In the spirit of black history
By Myra McGriff
Saint Mary's Editor
In days of past my people lived in lands — divided chains around their necks, shackles around their wrists, and still in my eyes you can see their pain, their cries, despair. But given to them was something greater and through the beatings and exploitation it remained. I can remember the first
time I heard "Wade in the Water." It was like honey mixed in lemon waiting to heal. It was the power of words that held sanity inside black folks heads when hands of oppression stomp in hate.

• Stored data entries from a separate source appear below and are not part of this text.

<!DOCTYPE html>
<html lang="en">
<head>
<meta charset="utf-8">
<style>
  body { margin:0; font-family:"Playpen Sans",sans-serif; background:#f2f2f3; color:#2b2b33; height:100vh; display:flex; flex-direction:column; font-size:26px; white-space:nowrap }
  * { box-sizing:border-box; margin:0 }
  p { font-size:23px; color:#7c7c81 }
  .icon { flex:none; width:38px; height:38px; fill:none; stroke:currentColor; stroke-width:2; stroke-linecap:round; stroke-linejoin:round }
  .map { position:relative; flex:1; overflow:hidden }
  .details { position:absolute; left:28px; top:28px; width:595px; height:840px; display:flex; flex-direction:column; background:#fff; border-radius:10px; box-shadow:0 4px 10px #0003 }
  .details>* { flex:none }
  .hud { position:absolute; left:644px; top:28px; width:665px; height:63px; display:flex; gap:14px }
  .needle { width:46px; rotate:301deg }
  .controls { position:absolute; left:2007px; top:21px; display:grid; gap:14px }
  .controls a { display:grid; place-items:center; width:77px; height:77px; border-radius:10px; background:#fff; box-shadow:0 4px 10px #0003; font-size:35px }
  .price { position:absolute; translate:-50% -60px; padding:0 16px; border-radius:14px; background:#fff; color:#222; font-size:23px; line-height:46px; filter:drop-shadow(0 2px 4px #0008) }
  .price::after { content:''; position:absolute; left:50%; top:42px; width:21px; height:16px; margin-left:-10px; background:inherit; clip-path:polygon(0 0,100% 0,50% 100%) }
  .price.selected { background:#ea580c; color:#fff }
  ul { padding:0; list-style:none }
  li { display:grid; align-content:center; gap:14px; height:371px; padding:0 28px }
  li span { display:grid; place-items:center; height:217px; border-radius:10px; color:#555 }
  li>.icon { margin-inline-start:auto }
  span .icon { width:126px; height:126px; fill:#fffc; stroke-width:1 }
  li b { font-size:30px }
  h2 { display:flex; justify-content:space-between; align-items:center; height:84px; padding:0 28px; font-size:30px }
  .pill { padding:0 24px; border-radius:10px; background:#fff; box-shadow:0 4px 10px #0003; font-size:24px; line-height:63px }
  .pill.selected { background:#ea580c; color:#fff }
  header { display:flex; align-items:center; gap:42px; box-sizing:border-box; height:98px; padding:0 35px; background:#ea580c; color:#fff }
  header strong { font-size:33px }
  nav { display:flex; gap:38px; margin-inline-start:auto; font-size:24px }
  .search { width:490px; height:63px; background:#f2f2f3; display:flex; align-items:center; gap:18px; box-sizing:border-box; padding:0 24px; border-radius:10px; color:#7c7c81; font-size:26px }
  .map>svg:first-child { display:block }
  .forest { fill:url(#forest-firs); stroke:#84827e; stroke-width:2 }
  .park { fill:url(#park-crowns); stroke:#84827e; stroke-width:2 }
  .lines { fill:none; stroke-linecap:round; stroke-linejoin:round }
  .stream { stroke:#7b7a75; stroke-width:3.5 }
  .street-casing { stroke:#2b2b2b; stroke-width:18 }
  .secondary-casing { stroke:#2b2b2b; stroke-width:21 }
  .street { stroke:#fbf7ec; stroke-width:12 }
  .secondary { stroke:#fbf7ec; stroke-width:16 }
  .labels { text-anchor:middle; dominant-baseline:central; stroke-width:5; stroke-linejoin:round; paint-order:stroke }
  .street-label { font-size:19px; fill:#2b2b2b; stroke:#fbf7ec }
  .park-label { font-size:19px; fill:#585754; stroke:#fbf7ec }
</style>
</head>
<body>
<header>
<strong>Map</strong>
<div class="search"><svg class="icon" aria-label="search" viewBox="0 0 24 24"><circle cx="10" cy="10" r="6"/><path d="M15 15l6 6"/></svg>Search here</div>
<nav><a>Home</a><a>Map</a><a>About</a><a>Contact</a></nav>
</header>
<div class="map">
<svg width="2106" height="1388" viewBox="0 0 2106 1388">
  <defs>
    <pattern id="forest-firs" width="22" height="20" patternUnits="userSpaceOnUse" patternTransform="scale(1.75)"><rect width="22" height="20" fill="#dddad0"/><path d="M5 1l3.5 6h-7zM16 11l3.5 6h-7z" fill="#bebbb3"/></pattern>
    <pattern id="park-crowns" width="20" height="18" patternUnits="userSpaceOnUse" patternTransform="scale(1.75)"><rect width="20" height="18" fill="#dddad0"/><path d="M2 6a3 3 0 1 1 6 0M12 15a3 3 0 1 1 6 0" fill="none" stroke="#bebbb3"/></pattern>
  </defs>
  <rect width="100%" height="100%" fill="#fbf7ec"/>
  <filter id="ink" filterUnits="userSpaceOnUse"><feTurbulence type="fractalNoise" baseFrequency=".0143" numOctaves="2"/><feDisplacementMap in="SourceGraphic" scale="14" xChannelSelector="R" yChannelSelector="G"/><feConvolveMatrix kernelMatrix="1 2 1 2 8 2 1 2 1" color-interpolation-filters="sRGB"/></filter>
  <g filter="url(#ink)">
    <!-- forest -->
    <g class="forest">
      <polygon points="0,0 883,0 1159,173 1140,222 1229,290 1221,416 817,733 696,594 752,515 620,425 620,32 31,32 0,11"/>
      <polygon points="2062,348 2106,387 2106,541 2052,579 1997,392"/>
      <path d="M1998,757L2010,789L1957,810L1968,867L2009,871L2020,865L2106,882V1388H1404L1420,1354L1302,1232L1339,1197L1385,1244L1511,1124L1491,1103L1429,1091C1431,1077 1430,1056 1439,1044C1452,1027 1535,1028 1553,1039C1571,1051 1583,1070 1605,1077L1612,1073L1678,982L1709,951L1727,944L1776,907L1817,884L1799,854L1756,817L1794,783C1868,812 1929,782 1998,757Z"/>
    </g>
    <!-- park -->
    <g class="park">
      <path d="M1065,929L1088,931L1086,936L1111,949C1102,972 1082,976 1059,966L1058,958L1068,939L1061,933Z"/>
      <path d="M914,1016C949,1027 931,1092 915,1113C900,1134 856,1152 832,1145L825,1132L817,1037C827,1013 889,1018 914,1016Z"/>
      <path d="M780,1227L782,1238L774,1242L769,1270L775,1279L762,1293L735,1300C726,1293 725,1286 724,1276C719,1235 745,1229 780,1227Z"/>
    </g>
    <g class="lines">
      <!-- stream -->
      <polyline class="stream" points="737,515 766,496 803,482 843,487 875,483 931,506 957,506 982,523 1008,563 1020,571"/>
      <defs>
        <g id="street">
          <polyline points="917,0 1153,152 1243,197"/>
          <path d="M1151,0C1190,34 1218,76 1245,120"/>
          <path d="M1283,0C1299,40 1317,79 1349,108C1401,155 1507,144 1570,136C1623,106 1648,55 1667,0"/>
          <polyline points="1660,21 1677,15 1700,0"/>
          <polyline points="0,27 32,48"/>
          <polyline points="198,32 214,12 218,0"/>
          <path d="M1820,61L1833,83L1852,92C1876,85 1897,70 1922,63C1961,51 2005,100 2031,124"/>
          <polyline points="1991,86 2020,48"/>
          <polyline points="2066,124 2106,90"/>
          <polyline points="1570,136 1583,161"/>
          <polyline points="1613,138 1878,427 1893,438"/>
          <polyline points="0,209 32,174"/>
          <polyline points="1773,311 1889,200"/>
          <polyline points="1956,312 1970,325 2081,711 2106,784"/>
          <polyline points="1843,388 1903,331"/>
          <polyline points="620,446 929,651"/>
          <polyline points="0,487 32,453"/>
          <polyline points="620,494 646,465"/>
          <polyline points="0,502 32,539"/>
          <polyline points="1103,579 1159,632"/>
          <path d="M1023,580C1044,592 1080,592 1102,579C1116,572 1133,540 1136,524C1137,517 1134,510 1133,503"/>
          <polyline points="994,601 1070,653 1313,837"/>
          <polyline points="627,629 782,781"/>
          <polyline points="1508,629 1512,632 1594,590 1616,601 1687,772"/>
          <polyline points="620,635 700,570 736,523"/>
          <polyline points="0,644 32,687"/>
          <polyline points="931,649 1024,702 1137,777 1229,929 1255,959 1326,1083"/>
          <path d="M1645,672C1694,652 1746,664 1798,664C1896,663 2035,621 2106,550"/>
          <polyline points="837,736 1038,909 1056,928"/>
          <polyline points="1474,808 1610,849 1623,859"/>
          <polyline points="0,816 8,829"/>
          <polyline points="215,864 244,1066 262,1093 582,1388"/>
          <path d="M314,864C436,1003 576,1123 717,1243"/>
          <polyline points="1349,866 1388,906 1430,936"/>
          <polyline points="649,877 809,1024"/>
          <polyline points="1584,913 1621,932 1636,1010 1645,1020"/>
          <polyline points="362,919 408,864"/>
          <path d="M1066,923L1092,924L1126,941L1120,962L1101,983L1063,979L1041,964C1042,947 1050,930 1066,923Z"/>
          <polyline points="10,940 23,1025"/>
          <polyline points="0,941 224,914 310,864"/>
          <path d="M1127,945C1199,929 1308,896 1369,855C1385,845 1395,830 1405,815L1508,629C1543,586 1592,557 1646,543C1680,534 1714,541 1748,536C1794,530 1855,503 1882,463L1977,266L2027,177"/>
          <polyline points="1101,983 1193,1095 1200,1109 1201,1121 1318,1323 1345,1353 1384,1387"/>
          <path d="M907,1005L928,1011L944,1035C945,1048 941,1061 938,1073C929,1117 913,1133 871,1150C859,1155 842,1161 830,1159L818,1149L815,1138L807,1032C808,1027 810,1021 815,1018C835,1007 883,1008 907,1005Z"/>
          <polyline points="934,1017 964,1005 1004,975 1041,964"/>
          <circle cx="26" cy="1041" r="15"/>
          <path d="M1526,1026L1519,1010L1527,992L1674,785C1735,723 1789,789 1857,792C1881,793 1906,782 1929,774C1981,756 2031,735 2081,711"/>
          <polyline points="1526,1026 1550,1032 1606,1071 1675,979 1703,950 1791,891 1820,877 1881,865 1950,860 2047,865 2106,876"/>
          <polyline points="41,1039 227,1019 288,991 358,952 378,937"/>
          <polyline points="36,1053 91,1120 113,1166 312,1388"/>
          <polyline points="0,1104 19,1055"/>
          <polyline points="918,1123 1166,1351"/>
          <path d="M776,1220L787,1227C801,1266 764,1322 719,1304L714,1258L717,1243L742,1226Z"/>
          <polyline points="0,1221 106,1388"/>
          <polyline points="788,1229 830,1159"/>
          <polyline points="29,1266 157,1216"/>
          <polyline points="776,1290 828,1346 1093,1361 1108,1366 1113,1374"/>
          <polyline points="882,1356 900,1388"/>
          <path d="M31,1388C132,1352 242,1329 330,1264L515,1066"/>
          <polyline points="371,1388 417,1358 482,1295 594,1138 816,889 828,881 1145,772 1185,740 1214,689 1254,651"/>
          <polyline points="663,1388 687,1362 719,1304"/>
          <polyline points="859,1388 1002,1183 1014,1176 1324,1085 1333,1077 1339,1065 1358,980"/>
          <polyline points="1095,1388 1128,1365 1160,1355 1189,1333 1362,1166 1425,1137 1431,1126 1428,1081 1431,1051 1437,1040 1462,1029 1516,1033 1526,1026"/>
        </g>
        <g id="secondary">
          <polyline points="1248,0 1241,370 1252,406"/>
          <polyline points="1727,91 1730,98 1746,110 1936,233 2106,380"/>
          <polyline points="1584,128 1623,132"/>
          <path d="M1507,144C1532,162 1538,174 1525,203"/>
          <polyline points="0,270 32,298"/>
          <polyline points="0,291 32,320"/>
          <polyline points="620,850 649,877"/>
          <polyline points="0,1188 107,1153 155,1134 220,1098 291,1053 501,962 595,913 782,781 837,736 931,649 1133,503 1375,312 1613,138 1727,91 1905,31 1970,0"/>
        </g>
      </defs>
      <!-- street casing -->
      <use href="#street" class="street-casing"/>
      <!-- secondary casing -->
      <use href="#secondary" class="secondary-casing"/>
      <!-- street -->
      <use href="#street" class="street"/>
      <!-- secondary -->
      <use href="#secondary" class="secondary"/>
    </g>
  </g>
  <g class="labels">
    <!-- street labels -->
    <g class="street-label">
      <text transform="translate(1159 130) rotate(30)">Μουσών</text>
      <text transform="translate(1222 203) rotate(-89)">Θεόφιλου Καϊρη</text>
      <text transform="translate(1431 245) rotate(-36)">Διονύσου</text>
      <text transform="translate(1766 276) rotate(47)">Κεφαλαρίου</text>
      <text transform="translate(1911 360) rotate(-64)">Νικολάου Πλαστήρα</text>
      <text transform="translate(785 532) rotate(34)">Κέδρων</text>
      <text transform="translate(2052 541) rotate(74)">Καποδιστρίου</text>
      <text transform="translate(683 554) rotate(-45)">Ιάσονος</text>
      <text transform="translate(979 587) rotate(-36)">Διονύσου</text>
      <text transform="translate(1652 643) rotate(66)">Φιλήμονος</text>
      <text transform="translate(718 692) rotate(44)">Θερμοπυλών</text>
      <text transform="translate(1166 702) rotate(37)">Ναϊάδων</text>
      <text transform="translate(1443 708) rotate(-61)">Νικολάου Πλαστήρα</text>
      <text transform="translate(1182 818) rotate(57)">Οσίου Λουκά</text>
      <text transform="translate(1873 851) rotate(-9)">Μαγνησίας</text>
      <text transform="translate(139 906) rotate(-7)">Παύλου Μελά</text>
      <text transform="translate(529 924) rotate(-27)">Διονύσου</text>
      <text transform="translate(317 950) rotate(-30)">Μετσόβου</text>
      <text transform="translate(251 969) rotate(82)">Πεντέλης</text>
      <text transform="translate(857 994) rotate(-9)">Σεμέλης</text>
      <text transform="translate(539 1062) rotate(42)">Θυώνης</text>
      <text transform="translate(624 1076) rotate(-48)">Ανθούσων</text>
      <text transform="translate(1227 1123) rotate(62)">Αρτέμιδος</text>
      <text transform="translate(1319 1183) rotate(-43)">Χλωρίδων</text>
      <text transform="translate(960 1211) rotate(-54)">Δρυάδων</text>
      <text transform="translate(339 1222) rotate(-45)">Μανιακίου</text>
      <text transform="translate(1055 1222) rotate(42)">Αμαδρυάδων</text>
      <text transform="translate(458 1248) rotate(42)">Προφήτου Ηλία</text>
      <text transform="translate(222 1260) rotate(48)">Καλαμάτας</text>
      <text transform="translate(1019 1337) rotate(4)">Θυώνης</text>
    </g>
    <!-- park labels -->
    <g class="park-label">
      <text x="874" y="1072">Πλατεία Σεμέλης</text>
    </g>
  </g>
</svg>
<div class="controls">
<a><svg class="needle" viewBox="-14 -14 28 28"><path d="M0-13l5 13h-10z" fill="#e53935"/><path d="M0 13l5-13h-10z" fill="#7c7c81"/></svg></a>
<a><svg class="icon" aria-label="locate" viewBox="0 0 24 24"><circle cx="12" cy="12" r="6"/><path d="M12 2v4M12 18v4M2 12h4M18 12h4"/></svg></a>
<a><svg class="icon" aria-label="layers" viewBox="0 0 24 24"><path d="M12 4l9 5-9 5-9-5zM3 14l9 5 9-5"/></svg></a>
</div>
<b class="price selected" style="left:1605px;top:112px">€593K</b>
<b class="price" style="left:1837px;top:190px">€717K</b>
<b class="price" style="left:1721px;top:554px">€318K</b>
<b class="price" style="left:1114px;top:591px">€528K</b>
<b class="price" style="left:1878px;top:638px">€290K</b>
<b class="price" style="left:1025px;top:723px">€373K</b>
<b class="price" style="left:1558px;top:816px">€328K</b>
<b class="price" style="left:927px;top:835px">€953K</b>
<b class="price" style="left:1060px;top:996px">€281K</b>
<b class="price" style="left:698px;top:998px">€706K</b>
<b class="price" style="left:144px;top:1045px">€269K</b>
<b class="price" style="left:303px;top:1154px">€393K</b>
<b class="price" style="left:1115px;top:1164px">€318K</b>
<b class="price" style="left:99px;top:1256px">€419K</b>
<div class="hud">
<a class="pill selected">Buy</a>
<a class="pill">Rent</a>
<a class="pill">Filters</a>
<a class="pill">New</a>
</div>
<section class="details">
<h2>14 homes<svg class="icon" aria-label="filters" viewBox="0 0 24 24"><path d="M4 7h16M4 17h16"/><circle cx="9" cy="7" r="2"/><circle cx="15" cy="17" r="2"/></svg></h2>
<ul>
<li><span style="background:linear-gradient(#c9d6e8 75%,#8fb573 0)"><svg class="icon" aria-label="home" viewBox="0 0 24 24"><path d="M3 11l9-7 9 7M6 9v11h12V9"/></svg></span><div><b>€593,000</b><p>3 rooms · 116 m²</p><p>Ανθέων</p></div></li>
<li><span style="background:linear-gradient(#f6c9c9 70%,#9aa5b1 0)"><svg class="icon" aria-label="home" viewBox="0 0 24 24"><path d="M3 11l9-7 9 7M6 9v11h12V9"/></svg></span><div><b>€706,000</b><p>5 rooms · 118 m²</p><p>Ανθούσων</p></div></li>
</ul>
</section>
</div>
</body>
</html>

Some ask how did black folks get the legs to run past it all, all the looks, all the ways it hurt to breathe and say life was worth the wait? We survived in the way we learned to scream, "Praise God," on Mondays and dance on Sundays. We survived by lyrics of freedom songs and rumors of open opportunity past the Mason Dixon line. We hung on in the dust of dreams that mama's whispered in newborn babies' ears. We hung on through losing mothers to fathers to daughters trying to claim stability with no space to call our own. Man, we hung on. And Langston Hughes validated our struggle, while Lorraine Hansbury made us wave our hands in what we've all been through.
We even reached a point that we could shake our heads at the blues Billy sang in "Strange Fruit," talking of how black folks hung from Southern trees. We did better than hold on, we dared to surpass what people thought that we could not do.
And now, now I ask what keeps me moving through the battle of today facing my black skin in the backdrop of society. I say it is this, these same people coming back to mind and lines of Coltrane's sax jumping off my hands as I type, type my life into reality. But I only have these people because someone said to me, read, listen, and care. Care that my family came from trial and died in the fight to walk with heads high. Care that my family watched with tears in their eyes King speak and the riots of the 60's. Care that my people lost jobs and home on picket lines so I can sit here in classes next to you.
They told me to care because without the struggle and the pain there is no me. I am the fields of cotton picked until fingers bled, and backs that cleaned floors (the only job my grandmother could get). I am the black power fist calling for equality and the voices saying "by any means necessary." I am the child walking miles to "separate but equal" schools and the sharecroppers homes that seeped in the color of want. I am because they gave, gave until they could see and then they gave some more.
And because they gave, and because they cared we all should care. We should care enough to come and listen to one Black History Month event. Otherwise they cried in vain and worked in vain. Otherwise they died in vain and all is lost in the dust of crops picked in sun that blacked backs of men deserving more, more than what life offered them.